▸ Dataset records
*-*-*

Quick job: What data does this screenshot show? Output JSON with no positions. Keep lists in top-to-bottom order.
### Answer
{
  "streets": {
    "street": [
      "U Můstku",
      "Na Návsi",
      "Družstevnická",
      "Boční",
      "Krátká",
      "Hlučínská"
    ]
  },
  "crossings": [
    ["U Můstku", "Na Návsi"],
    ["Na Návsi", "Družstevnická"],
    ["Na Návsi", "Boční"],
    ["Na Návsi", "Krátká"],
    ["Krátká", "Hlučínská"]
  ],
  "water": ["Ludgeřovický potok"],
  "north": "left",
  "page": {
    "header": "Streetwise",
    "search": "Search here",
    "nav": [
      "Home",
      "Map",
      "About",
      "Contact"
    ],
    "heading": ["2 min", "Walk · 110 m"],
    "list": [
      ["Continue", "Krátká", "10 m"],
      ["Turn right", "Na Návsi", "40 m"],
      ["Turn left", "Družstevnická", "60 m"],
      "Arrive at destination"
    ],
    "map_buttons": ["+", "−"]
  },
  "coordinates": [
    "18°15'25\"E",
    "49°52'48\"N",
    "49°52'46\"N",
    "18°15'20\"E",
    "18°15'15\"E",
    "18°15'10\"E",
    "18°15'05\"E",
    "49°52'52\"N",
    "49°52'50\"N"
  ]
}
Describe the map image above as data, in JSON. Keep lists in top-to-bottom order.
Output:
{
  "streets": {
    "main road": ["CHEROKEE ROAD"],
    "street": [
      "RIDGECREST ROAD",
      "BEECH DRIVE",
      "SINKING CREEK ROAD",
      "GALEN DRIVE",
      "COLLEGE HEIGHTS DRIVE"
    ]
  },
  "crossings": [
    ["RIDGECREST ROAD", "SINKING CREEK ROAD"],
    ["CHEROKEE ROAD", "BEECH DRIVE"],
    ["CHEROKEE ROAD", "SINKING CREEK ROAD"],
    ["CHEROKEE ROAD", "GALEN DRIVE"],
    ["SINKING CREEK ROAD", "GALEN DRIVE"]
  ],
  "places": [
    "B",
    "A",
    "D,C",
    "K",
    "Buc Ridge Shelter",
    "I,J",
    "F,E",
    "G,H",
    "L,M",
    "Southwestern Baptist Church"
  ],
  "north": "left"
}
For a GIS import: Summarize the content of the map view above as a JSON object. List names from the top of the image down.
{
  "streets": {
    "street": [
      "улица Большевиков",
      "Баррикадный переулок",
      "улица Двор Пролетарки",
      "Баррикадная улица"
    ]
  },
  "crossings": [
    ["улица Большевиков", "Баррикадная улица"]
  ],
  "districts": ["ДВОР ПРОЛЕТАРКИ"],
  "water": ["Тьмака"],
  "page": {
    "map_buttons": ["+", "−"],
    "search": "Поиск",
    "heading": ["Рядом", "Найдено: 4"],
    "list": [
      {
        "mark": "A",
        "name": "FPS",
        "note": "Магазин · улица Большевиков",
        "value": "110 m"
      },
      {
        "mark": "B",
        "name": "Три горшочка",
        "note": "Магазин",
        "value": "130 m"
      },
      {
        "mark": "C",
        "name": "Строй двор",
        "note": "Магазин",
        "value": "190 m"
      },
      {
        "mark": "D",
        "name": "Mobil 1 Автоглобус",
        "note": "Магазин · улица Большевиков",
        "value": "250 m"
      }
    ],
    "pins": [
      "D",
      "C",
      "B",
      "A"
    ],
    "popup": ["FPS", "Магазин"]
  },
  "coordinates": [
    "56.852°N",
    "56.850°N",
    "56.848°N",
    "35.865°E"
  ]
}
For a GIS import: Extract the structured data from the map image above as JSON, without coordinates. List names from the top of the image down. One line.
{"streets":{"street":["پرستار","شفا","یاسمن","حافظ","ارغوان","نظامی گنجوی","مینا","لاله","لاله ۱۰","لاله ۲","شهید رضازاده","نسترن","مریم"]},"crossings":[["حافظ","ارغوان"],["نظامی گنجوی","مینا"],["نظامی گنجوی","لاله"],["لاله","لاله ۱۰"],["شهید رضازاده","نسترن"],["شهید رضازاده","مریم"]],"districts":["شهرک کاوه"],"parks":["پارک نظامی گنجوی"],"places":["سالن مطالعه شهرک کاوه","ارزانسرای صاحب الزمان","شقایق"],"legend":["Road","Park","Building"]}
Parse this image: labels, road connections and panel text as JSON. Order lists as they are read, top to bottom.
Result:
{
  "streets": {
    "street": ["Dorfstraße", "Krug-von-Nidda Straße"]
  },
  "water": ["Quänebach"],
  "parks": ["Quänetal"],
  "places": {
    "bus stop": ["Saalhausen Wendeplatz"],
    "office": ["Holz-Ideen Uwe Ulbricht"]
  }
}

*-*-*

▸ The problem
The records are given above. Copy each line in them that holds "parks".

▸ Solution below
{"streets":{"street":["پرستار","شفا","یاسمن","حافظ","ارغوان","نظامی گنجوی","مینا","لاله","لاله ۱۰","لاله ۲","شهید رضازاده","نسترن","مریم"]},"crossings":[["حافظ","ارغوان"],["نظامی گنجوی","مینا"],["نظامی گنجوی","لاله"],["لاله","لاله ۱۰"],["شهید رضازاده","نسترن"],["شهید رضازاده","مریم"]],"districts":["شهرک کاوه"],"parks":["پارک نظامی گنجوی"],"places":["سالن مطالعه شهرک کاوه","ارزانسرای صاحب الزمان","شقایق"],"legend":["Road","Park","Building"]}
  "parks": ["Quänetal"],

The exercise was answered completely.